Many criminal enterprises moved to another provider, known as Atrivo. In September 2008, Atrivo's sole remaining connection to the Internet was cut off by its upstream provider. The takedown, as such tactics are called, had an immediate effect: Malicious activity from the infamous Storm Worm saw a dramatic decline, strongly suggesting that much of the botnets activity was managed from Atrivo's servers.
In November 2008, Internet service provider McColo, another haven for Internet criminal activity, lost its lifeline to the Internet. Spam volumes worldwide dropped by two-thirds overnight.
Such successes do not last, however.
"There was the takedown, there was an immediate drop in spam volume, and then it slowly built backup," says Mark Fossi, executive editor of Symantec's Internet Security Threat Report. "There are so many groups out there that as soon as you take one group down, another one fills the void."

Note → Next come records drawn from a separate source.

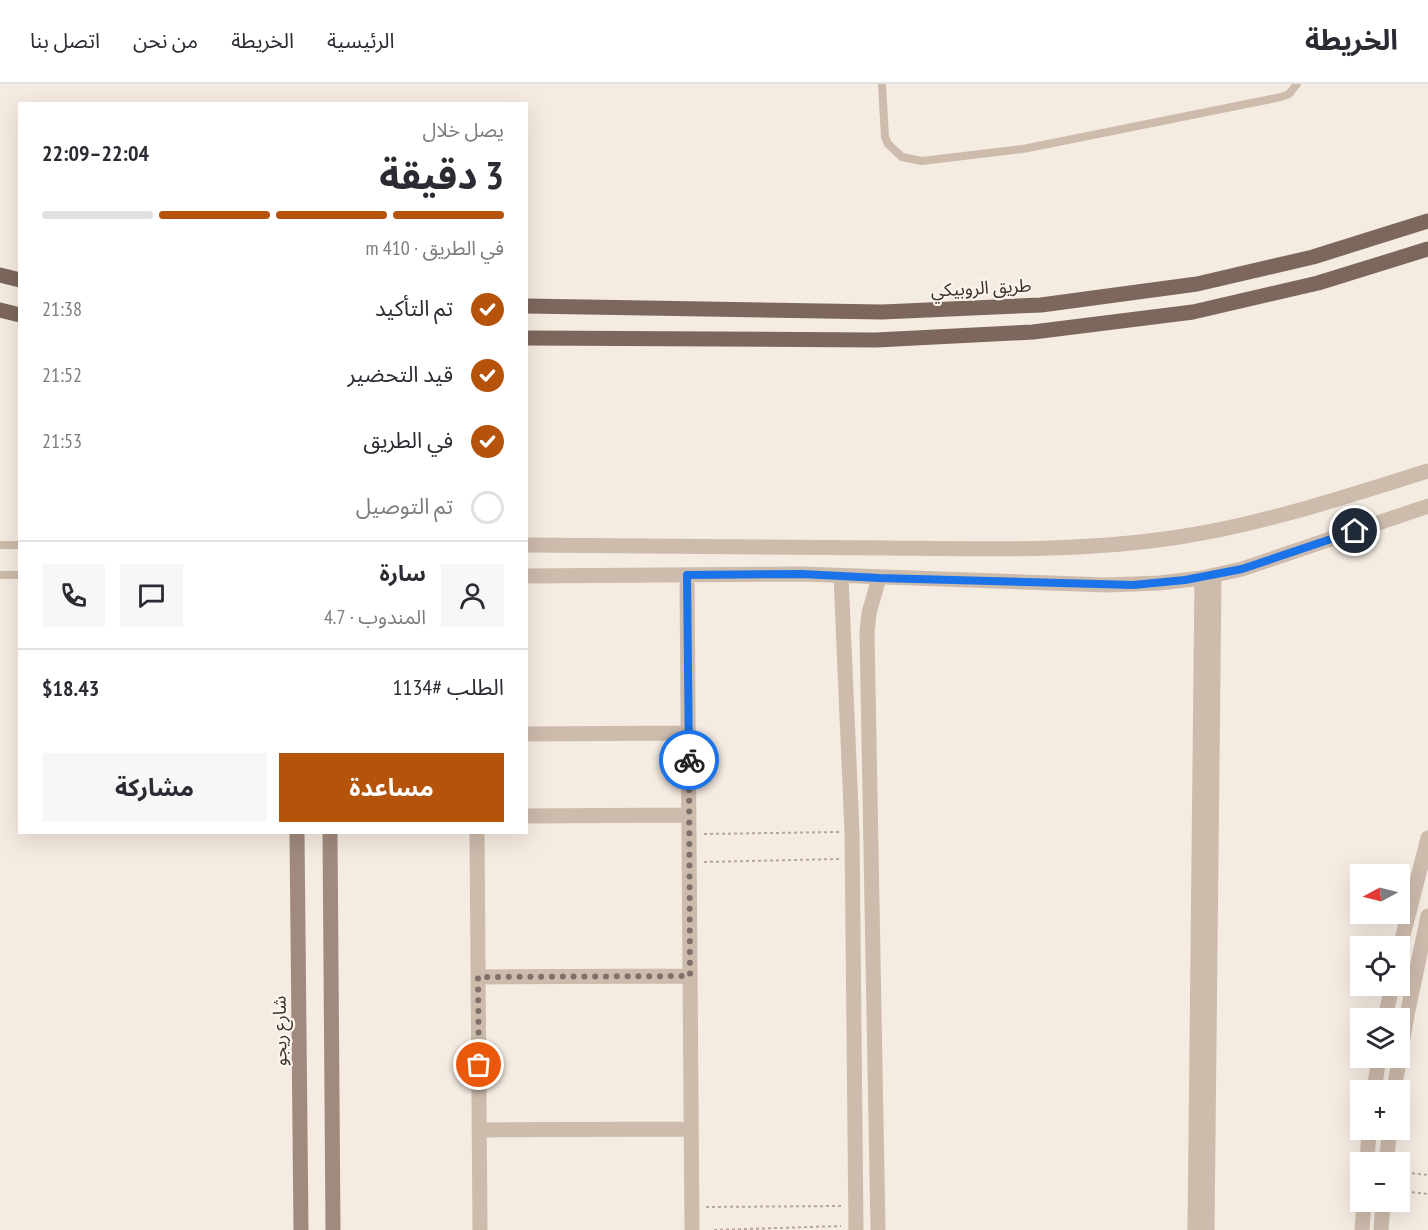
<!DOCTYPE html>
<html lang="ar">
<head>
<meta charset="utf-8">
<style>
  body { margin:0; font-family:"PT Sans Narrow","Noto Sans Arabic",sans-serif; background:#f7f7f7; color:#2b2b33; direction:rtl; height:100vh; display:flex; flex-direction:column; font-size:22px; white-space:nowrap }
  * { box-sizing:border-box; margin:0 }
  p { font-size:20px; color:#7c7c81 }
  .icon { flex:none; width:33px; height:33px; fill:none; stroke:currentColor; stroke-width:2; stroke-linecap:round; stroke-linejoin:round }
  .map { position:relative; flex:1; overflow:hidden; direction:ltr }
  .panel { position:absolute; left:18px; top:18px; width:510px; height:732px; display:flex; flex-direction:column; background:#fff; border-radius:0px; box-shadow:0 6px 24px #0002; direction:rtl }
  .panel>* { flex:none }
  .needle { width:39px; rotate:263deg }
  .fabs { position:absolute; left:1350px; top:780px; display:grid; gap:12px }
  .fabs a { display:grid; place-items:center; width:60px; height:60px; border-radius:0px; background:#fff; box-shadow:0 6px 24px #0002; font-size:30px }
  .pin { position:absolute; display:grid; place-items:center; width:51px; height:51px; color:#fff; margin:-26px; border:3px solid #fff; border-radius:50%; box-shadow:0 2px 6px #0007 }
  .courier { position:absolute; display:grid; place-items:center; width:60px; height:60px; margin:-30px; border:4px solid #1a73e8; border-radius:50%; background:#fff; color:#222; box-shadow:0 2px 8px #0007 }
  .head em { font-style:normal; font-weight:700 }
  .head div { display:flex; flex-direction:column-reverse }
  .head { display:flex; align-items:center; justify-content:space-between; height:102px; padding:0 24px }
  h1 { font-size:39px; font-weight:700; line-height:45px }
  .bar { display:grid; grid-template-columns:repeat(4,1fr); gap:9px 6px; align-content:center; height:72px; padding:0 24px }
  .bar i { height:8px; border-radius:4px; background:#e1e1e2 }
  .bar .current { background:#b45309 }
  .bar p { grid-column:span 4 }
  .line { display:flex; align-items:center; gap:15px; padding:0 24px; border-top:2px solid #e1e1e2 }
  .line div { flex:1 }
  .round { display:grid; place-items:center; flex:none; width:63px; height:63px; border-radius:0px; background:#f7f7f7 }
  ol { padding:0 24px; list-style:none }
  li { display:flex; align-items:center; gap:18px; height:66px }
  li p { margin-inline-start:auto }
  li .icon { padding:6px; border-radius:50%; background:#b45309; color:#fff; stroke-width:4 }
  li:last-child { color:#7c7c81 }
  li i { width:33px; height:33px; border:3px solid #e1e1e2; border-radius:50% }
  .primary-button { display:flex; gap:12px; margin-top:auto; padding:12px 24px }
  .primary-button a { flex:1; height:69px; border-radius:0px; background:#b45309; color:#fff; font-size:24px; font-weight:700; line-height:69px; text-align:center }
  .primary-button a+a { background:#f7f7f7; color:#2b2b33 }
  header { display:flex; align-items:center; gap:36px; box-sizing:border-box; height:84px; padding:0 30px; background:#fff; border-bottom:2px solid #e1e1e2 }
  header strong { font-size:28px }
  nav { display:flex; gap:33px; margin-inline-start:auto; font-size:21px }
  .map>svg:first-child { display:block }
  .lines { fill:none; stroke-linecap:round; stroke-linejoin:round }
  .path { stroke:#b9a596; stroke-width:2; stroke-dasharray:3 3; stroke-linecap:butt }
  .lane { stroke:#cdbbac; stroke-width:8 }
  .street { stroke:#cdbbac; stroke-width:15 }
  .secondary { stroke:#a18a7d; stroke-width:15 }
  .primary { stroke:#7d675c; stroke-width:15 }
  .done { stroke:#7c716b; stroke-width:6; stroke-dasharray:0 10.8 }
  .route { stroke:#1a73e8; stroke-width:8 }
  .labels { text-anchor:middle; stroke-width:4.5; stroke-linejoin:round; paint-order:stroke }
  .street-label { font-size:18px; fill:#3b302b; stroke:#fbf5ee }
</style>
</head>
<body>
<header>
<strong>الخريطة</strong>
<nav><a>الرئيسية</a><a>الخريطة</a><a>من نحن</a><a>اتصل بنا</a></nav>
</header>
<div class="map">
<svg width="1428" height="1146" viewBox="0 0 1428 1146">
  <rect width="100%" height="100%" fill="#f4ebe1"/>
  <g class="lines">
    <path class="path" d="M 704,750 L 839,748
      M 704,778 L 839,775
      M 1400,1088 L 1428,1091
      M 1400,1107 L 1428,1110
      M 706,1123 L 842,1122
      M 714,1146 L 841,1142"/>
    <path class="lane" d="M 882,0 L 885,53 L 888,60 L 902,73 L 922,77 L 1023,65 L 1281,13 L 1289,10 L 1297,0
      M 0,461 L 20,461
      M 0,491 L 20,491"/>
    <path class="street" d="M 526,461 C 647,461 768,463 888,464 C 987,465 1086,468 1185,452 C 1267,439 1348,412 1428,387
      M 687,491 L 692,1146
      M 526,492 L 802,490 L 1107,501 L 1159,499 L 1202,494 L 1242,485 L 1428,422
      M 841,492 L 852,748 L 856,1146
      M 526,650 L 688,649
      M 526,732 L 689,731
      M 477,748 L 480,1146
      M 1400,863 L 1428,754
      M 478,893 L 690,892
      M 1385,934 L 1392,902
      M 1374,1006 L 1379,974
      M 1394,1006 L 1407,931 L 1428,832
      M 479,1046 L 691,1045
      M 1367,1078 L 1369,1046
      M 1386,1078 L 1390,1046
      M 878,1146 L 867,548 L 869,529 L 879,494
      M 1195,1146 L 1202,494
      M 1207,1146 L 1214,491
      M 1362,1146 L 1364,1118
      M 1381,1146 L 1383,1118"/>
    <path class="secondary" d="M 297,748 L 301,1146
      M 330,748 L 333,1146"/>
    <path class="primary" d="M 0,191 L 20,196
      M 526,222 L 882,228 L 1041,221 L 1197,200 L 1313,173 L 1428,137
      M 0,226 L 20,231
      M 526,254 L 876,256 L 1033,248 L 1193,228 L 1318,199 L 1428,165"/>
  </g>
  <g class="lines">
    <path class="done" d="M 479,981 L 478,893 L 690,892 L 689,676"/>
    <path class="route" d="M 689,676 L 687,491 L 802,490 L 879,494 L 1133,501 L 1185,496 L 1242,485 L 1355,447"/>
  </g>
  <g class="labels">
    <g class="street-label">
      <text transform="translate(981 204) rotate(-3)" y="6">طريق الروبيكي</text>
      <text transform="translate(280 947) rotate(-91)" y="6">شارع ريجو</text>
    </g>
  </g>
</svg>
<div class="fabs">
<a><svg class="needle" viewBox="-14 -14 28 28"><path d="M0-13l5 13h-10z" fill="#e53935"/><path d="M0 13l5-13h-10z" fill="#7c7c81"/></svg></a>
<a><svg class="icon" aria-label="locate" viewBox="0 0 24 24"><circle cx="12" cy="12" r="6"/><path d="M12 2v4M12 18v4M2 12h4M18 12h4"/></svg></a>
<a><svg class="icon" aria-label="layers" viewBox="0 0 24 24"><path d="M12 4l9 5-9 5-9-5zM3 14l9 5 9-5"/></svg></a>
<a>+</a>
<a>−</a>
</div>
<div class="pin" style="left:479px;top:981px;background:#ea580c"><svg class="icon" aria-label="bag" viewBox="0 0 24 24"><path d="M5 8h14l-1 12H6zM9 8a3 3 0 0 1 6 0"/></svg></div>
<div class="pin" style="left:1355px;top:447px;background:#1f2937"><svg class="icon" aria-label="home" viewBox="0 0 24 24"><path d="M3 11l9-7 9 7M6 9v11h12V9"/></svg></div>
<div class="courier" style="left:689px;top:676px"><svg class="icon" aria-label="bike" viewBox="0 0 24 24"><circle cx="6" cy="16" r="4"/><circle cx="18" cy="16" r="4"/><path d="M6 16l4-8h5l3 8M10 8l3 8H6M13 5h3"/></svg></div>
<section class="panel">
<div class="head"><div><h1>3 دقيقة</h1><p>يصل خلال</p></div><em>22:04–22:09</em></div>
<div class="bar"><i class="current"></i><i class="current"></i><i class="current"></i><i></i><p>في الطريق · 410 m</p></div>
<ol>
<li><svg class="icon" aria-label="check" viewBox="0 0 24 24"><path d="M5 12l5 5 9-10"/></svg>تم التأكيد<p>21:38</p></li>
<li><svg class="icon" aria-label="check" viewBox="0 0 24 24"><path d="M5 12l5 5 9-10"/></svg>قيد التحضير<p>21:52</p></li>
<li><svg class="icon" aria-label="check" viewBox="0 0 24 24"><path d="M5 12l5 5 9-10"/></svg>في الطريق<p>21:53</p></li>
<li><i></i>تم التوصيل</li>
</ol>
<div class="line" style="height:108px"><a class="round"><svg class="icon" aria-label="person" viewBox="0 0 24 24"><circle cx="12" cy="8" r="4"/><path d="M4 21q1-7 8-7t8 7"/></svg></a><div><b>سارة</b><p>المندوب · 4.7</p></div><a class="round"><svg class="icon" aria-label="chat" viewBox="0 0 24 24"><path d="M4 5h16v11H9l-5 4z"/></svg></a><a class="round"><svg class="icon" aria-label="phone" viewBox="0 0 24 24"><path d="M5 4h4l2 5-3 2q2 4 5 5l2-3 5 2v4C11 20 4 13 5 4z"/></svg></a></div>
<div class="line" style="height:78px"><div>الطلب #1134</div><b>$18.43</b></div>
<div class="primary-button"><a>مساعدة</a><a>مشاركة</a></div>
</section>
</div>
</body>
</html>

Yet, law enforcement and security experts gained leads on other rogue Internet service providers. The investigation of McColo led federal investigators to link much of the malicious activity on that company's servers to Triple Fiber Network's facilities, when detectives tracking down the source of intrusions into computers at the nation's space agency, NASA, traced the malicious activity back to McColo's network. Following the takedown of McColo, the investigators found online chat logs in Russian on that company's servers. In some of the chat transcripts, managers at 3FN were offering their services to help would-be criminals set up and host their botnets.
When asked if 3FN could host the controller for a botnet of some 20,000 compromised computers, for example, the group's "senior product manager" confirmed it could.
"We can manage it," the manager stated, indicating that the client could expect to earn US$500 per day with such a botnet. E-mail messages sent to 3FN and its parent company Pricewert LLC requesting comment went unanswered.
In June 2009, following its investigation, the Federal Trade Commission convinced a federal judge to shutdown 3FN by forcing its upstream providers to disconnect it from the Internet. Similar to other takedowns, the Internet saw an immediate benefit: Spam from a particularly pernicious botnet, known as Cutwail, dropped to nearly zero for days.
As before, the decrease in criminal activity did not last and spam levels increased soon after. Yet, in every move in the cat-and-mouse game, law enforcement and the security community work more closely together.
"The objective is really to takedown enough of this bad activity so that it becomes more noticeable and for a longer period of time," said Symantec's Fossi. "Each takedown is a learning experience for the good guys."